Filed under: extrememarkup07
Trond - 2007-08-08 06:13:43
Sounds very interesting.
"The reasons given for using RDF and OWL were need for multi-lingual support, that users don't necessarily know the manufacturers' terminology, and a few other reasons. As far as I can tell, they might just as well have chosen Topic Maps."
Sounds like a good TM candidate, yes.
Being an EU research project, perhaps they were restricted to using both open standards as well as open source software. If so, they might've concluded that their options were limited to using OWL (?). Although I don't know too much about what OWL software is out there, it is sad to say that not too many OS topic maps applications projects are up-to-date / actively maintained...
Lars Marius - 2007-08-08 10:07:11
I don't think there's any reasonable definition of "open standard" that does not include Topic Maps. It's an ISO standard, after all. It's more likely that they did this simply because John Chelsom, CEO of CSW (which employs Martin & co), is really into RDF.
Trond - 2007-08-09 03:51:14
Yes, of course TM is an open standard. I was referring to the lack of up-to-date open source Topic Maps software ;)

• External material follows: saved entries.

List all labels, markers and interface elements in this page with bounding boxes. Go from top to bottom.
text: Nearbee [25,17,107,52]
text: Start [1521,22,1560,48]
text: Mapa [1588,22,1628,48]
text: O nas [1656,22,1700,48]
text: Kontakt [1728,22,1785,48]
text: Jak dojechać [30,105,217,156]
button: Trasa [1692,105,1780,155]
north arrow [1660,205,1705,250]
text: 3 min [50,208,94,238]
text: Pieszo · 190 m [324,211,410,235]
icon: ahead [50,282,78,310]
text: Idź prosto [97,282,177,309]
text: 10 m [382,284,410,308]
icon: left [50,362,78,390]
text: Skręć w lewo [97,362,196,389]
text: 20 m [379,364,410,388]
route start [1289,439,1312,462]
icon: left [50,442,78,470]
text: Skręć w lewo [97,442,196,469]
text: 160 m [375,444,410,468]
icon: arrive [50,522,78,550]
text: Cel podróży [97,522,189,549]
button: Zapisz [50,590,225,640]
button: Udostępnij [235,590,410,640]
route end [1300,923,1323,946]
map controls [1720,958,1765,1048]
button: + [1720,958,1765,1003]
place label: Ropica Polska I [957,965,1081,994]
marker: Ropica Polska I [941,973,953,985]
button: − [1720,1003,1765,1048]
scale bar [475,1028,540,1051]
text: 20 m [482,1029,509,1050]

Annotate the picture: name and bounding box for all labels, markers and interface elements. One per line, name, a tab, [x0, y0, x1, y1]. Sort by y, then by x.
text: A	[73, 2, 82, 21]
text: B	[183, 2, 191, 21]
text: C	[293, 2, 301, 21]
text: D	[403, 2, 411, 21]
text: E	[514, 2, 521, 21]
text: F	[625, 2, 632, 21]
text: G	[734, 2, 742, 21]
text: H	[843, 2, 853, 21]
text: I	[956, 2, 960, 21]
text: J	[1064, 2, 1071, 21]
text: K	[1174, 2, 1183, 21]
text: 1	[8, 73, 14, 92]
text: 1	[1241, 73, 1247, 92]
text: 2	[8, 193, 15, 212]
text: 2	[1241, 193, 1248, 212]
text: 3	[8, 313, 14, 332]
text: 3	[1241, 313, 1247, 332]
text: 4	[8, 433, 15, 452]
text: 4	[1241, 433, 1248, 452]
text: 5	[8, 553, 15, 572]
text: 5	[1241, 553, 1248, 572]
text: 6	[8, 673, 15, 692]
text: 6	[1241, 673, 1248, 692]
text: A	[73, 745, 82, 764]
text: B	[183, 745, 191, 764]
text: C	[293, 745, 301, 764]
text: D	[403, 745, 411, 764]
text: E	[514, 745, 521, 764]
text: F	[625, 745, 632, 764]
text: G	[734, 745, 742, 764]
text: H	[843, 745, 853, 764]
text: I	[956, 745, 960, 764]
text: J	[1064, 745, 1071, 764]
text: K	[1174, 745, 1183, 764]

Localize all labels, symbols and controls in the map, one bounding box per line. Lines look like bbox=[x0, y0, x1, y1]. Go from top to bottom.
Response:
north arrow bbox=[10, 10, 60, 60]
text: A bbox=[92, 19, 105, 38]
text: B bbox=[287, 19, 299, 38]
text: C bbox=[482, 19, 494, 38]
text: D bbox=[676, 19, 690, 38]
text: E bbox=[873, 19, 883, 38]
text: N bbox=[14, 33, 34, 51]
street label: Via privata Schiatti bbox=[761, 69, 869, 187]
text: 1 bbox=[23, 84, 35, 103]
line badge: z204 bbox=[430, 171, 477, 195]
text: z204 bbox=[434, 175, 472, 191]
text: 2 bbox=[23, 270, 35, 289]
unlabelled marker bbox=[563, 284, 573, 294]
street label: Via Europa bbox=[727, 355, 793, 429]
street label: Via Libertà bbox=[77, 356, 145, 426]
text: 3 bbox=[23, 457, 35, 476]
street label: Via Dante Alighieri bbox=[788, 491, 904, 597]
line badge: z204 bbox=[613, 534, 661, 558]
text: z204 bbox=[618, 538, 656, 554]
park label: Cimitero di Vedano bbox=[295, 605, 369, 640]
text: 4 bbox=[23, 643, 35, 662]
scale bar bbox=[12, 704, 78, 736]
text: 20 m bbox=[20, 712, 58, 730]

Ant S - 2007-08-16 05:44:53
Both comments pretty much correct; the project (MYCAREVENT) arose partly out of an OASIS draft metadata spec in RDF published in 2003. Topic Maps would have been possible for sure, OWL also did the trick. We used Protégé for the OWL modelling, then built a query/reasoning engine on top of the OWL using Jena and SPARQL.
The reason for developing the UML model first was largely one of process within the consortium (which has 20 members). We needed to build consensus around the model, and found that OWL/Protégé was not an effective way to do this - people found it too technical and hard to understand. They were much more comfortable with the UML, which was then used as a reference model from which everything else was derived.
Topic Maps within the project - we used Ontopia/Ontopoly to build a small topic map which managed and tracked development and integration within the project. This helped with the technical management of the project (11 implementors, 40-odd components), and also served to reinforce the principles behind ontologies to the partners.
Lars Marius - 2007-08-19 16:00:11
Thank you for the clarification, Antony. Much appreciated.
Peter Harder - 2007-09-11 05:07:09
So TM is or is not an open standard? Sorry but how is it connected to RDF?
Lars Marius - 2007-09-11 05:20:24
Topic Maps are about as open as a standard can get. The standard in question is ISO/IEC 13250, which is published and maintained by ISO's SC34 subcommittee. Anyone who wants to participate in the work can send in comments, and if they want a vote they can join ISO.
Comparing Topic Maps and RDF is a bit heavy for a comment, but look here: http://www.garshol.priv.no/blog/92.html
Andreas - 2008-12-01 05:31:48
Thank you Anthony, now i see TM is an open standard.